▶ [What to produce]: Each line below must be transcribed with no word changed.

▶ [Supplied records]:

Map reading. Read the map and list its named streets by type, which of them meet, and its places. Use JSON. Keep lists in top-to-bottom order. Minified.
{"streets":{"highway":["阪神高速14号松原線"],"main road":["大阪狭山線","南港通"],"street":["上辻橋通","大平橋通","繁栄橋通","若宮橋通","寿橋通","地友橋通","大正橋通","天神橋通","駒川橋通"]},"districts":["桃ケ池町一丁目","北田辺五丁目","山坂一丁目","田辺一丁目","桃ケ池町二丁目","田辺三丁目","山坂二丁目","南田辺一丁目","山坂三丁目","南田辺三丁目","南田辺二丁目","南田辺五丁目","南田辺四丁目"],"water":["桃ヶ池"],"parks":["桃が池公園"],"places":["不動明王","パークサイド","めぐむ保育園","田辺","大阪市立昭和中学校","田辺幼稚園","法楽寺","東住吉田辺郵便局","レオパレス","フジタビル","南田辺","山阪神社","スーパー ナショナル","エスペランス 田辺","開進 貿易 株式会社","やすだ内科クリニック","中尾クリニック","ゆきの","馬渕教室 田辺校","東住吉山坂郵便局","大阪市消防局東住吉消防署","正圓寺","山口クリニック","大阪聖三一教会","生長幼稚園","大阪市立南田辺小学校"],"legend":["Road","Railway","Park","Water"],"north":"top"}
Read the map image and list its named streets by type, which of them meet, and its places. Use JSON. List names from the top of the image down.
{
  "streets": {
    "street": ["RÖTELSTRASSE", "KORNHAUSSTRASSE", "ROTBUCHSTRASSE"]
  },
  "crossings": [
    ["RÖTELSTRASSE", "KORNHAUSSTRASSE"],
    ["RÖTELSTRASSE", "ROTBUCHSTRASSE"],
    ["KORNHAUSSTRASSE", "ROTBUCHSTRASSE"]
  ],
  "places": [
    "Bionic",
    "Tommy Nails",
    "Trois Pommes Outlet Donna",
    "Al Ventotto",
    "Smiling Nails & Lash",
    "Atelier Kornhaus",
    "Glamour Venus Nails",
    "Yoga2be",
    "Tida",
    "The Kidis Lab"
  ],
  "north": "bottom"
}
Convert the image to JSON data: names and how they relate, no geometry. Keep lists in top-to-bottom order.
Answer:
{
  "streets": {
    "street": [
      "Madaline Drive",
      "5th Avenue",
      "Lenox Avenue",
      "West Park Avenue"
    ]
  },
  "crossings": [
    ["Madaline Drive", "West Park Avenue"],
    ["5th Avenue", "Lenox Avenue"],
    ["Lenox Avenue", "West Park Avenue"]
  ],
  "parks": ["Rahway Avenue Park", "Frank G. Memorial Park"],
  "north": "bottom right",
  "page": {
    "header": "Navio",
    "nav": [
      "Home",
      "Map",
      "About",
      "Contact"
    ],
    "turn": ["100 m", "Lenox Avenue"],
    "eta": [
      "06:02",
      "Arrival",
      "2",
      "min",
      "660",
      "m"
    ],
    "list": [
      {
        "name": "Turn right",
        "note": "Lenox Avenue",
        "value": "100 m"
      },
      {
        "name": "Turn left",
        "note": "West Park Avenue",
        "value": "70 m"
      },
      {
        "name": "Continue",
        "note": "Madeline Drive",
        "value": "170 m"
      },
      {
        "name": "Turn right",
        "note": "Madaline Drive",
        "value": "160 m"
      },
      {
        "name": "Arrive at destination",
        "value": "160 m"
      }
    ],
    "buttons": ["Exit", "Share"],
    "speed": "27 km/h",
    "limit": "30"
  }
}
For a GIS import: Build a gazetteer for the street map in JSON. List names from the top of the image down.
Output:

▶ [Response]:
Map reading. Read the map and list its named streets by type, which of them meet, and its places. Use JSON. Keep lists in top-to-bottom order. Minified.
{"streets":{"highway":["阪神高速14号松原線"],"main road":["大阪狭山線","南港通"],"street":["上辻橋通","大平橋通","繁栄橋通","若宮橋通","寿橋通","地友橋通","大正橋通","天神橋通","駒川橋通"]},"districts":["桃ケ池町一丁目","北田辺五丁目","山坂一丁目","田辺一丁目","桃ケ池町二丁目","田辺三丁目","山坂二丁目","南田辺一丁目","山坂三丁目","南田辺三丁目","南田辺二丁目","南田辺五丁目","南田辺四丁目"],"water":["桃ヶ池"],"parks":["桃が池公園"],"places":["不動明王","パークサイド","めぐむ保育園","田辺","大阪市立昭和中学校","田辺幼稚園","法楽寺","東住吉田辺郵便局","レオパレス","フジタビル","南田辺","山阪神社","スーパー ナショナル","エスペランス 田辺","開進 貿易 株式会社","やすだ内科クリニック","中尾クリニック","ゆきの","馬渕教室 田辺校","東住吉山坂郵便局","大阪市消防局東住吉消防署","正圓寺","山口クリニック","大阪聖三一教会","生長幼稚園","大阪市立南田辺小学校"],"legend":["Road","Railway","Park","Water"],"north":"top"}
Read the map image and list its named streets by type, which of them meet, and its places. Use JSON. List names from the top of the image down.
{
  "streets": {
    "street": ["RÖTELSTRASSE", "KORNHAUSSTRASSE", "ROTBUCHSTRASSE"]
  },
  "crossings": [
    ["RÖTELSTRASSE", "KORNHAUSSTRASSE"],
    ["RÖTELSTRASSE", "ROTBUCHSTRASSE"],
    ["KORNHAUSSTRASSE", "ROTBUCHSTRASSE"]
  ],
  "places": [
    "Bionic",
    "Tommy Nails",
    "Trois Pommes Outlet Donna",
    "Al Ventotto",
    "Smiling Nails & Lash",
    "Atelier Kornhaus",
    "Glamour Venus Nails",
    "Yoga2be",
    "Tida",
    "The Kidis Lab"
  ],
  "north": "bottom"
}
Convert the image to JSON data: names and how they relate, no geometry. Keep lists in top-to-bottom order.
Answer:
{
  "streets": {
    "street": [
      "Madaline Drive",
      "5th Avenue",
      "Lenox Avenue",
      "West Park Avenue"
    ]
  },
  "crossings": [
    ["Madaline Drive", "West Park Avenue"],
    ["5th Avenue", "Lenox Avenue"],
    ["Lenox Avenue", "West Park Avenue"]
  ],
  "parks": ["Rahway Avenue Park", "Frank G. Memorial Park"],
  "north": "bottom right",
  "page": {
    "header": "Navio",
    "nav": [
      "Home",
      "Map",
      "About",
      "Contact"
    ],
    "turn": ["100 m", "Lenox Avenue"],
    "eta": [
      "06:02",
      "Arrival",
      "2",
      "min",
      "660",
      "m"
    ],
    "list": [
      {
        "name": "Turn right",
        "note": "Lenox Avenue",
        "value": "100 m"
      },
      {
        "name": "Turn left",
        "note": "West Park Avenue",
        "value": "70 m"
      },
      {
        "name": "Continue",
        "note": "Madeline Drive",
        "value": "170 m"
      },
      {
        "name": "Turn right",
        "note": "Madaline Drive",
        "value": "160 m"
      },
      {
        "name": "Arrive at destination",
        "value": "160 m"
      }
    ],
    "buttons": ["Exit", "Share"],
    "speed": "27 km/h",
    "limit": "30"
  }
}
For a GIS import: Build a gazetteer for the street map in JSON. List names from the top of the image down.
Output:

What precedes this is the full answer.